Je suis préoccupé par les atteintes au droit de propriété. Il s'agit d'un principe constitutionnel, un droit inviolable et sain, garanti par la Cour européenne des droits de l'homme. Or, plusieurs dispositions de ce texte sont contestables. L'autorité judiciaire est souvent incapable de conserver les biens en bon état ; quid si le mis en cause est innocenté ? Quid si le bien est vendu avant la décision définitive ? L'appel d'une décision de saisie n'est en outre suspensif que dans deux cas marginaux ; et aucune indemnisation n'est prévue en cas de saisie sans objet. La restitution des biens en cas de relaxe posera problème.

Plus grave : on pouvait s'étonner que le procureur puisse procéder aux confiscations et saisies, alors que c'est le juge du siège qui est traditionnellement protège les libertés individuelles et le droit de propriété. Notre excellent rapporteur a trouvé des solutions que nous examinerons.

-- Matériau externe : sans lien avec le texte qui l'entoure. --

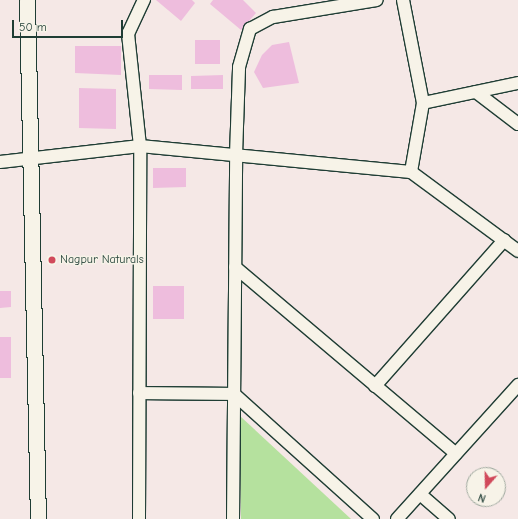 <!DOCTYPE html>
<html>
<head>
<meta charset="utf-8">
<style>
  body { margin:0 }
  #map { position:relative; width:518px; height:519px; overflow:hidden; background:#f5e8e6; font-family:"Comic Neue",sans-serif }
  div>[style] { position:absolute }
  [style*='--x'] { left:calc(var(--x)*1px); top:calc(var(--y)*1px); width:calc(var(--w)*1px); rotate:calc(var(--a)*1deg) }
  .green>* { inset:0; background:#b5e19e }
  .building>* { inset:0; background:#eebddd }
  .roads { filter:drop-shadow(1px 0 #1f3d34) drop-shadow(-1px 0 #1f3d34) drop-shadow(0 1px #1f3d34) drop-shadow(0 -1px #1f3d34) }
  .minor>* { height:12px; margin:-6px; padding:0 6px; transform-origin:6px; border-radius:6px; background:#f7f3e8 }
  .tertiary>* { height:15px; margin:-7.5px; padding:0 7.5px; transform-origin:7.5px; border-radius:7.5px; background:#f7f3e8 }
  .dots>* { width:11px; height:11px; translate:-50% -50%; box-sizing:border-box; border:2px solid #f7f3e8; border-radius:50% }
  span { translate:-50% -50%; white-space:nowrap; text-align:center; line-height:1.15; -webkit-text-stroke:3px #f7f3e8; paint-order:stroke }
  .poi-label { font-size:12px; color:#1f3d34 }
  .left { translate:0 -50%; text-align:left }
  .north { position:absolute; left:466px; top:467px; width:40px; height:40px; box-sizing:border-box; background:#f7f3e8; border:1px solid #a1aaa0; border-radius:50%; rotate:200deg; font-size:11px; font-weight:700; line-height:16px; text-align:center; color:#1f3d34 }
  .north::after { content:''; display:block; margin:auto; width:14px; height:18px; background:#d1495b; clip-path:polygon(50% 0,100% 100%,50% 72%,0 100%) }
  .scale { position:absolute; left:12px; top:20px; width:111px; height:18px; box-sizing:border-box; border:2px solid #1f3d34; border-top:0; padding-left:5px; font-size:12px; line-height:14px; white-space:nowrap; color:#1f3d34; -webkit-text-stroke:3px #f7f3e8; paint-order:stroke }
</style>
</head>
<body>
<div id="map">
  <div class="green">
    <div style="clip-path:polygon(240px 416px,351px 519px,241px 519px)"></div>
  </div>
  <div class="building">
    <div style="clip-path:polygon(156px 0,192px 0,195px 3px,181px 21px)"></div>
    <div style="clip-path:polygon(213px 0,243px 0,256px 13px,241px 30px,210px 4px)"></div>
    <div style="clip-path:polygon(195px 40px,220px 40px,220px 64px,195px 64px)"></div>
    <div style="clip-path:polygon(289px 42px,299px 83px,263px 88px,254px 72px,262px 55px,272px 45px)"></div>
    <div style="clip-path:polygon(75px 46px,121px 46px,121px 75px,75px 73px)"></div>
    <div style="clip-path:polygon(149px 75px,182px 75px,182px 90px,149px 89px)"></div>
    <div style="clip-path:polygon(223px 75px,223px 89px,191px 89px,191px 76px)"></div>
    <div style="clip-path:polygon(79px 88px,116px 89px,116px 129px,79px 128px)"></div>
    <div style="clip-path:polygon(153px 168px,186px 168px,186px 187px,153px 188px)"></div>
    <div style="clip-path:polygon(153px 286px,184px 286px,184px 319px,153px 319px)"></div>
    <div style="clip-path:polygon(0 291px,11px 291px,11px 307px,0 308px)"></div>
    <div style="clip-path:polygon(0 337px,11px 337px,11px 378px,0 378px)"></div>
  </div>
  <div class="roads">
    <div class="minor">
      <div style="--x:403;--y:0;--w:105;--a:79"></div>
      <div style="--x:423;--y:103;--w:70;--a:99.9"></div>
      <div style="--x:476;--y:92;--w:53;--a:37.3"></div>
      <div style="--x:423;--y:103;--w:97;--a:-11.9"></div>
      <div style="--x:0;--y:162;--w:141;--a:-6.5"></div>
      <div style="--x:140;--y:146;--w:272;--a:5.5"></div>
      <div style="--x:411;--y:172;--w:133;--a:36.4"></div>
      <div style="--x:235;--y:267;--w:289;--a:40.2"></div>
      <div style="--x:375;--y:386;--w:195;--a:-48.5"></div>
      <div style="--x:139;--y:393;--w:95;--a:0.6"></div>
      <div style="--x:234;--y:394;--w:187;--a:42"></div>
      <div style="--x:420;--y:494;--w:38;--a:41"></div>
      <div style="--x:139;--y:519;--w:373;--a:-89.8"></div>
      <div style="--x:140;--y:146;--w:113;--a:-96.1"></div>
      <div style="--x:128;--y:34;--w:38;--a:-65"></div>
      <div style="--x:233;--y:519;--w:364;--a:-89.5"></div>
      <div style="--x:236;--y:155;--w:88;--a:-88"></div>
      <div style="--x:239;--y:67;--w:40;--a:-74"></div>
      <div style="--x:250;--y:29;--w:26;--a:-28"></div>
      <div style="--x:273;--y:17;--w:105;--a:-9.3"></div>
      <div style="--x:397;--y:519;--w:181;--a:-47.9"></div>
    </div>
    <div class="tertiary">
      <div style="--x:27;--y:0;--w:519;--a:88.79"></div>
    </div>
  </div>
  <div class="dots">
    <div style="left:52px;top:260px;background:#d1495b"></div>
  </div>
  <div class="poi-label">
    <span class="left" style="left:60px;top:260px">Nagpur Naturals</span>
  </div>
  <div class="north">N</div>
  <div class="scale">50 m</div>
</div>
</body>
</html>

Notre groupe déterminera son vote en fonction des amendements qui seront adoptés. (Applaudissements sur les bancs socialistes)

Mme Anne-Marie Escoffier.  - Cette proposition de loi consensuelle vise à améliorer les dispositifs existants. On peut regretter qu'il ne soit pas coordonné avec la réforme à laquelle semblent tenir le Président de la République et Mme la garde des sceaux. Mais peut-être nous apporterez-vous des éclaircissements, monsieur le ministre.

Cette proposition de loi transpose les textes cadres européens et reprend complètement l'encadrement juridique des saisies et confiscations, jusqu'à présent insuffisamment efficaces. Une agence de recouvrement gère les biens saisis ou confisqués.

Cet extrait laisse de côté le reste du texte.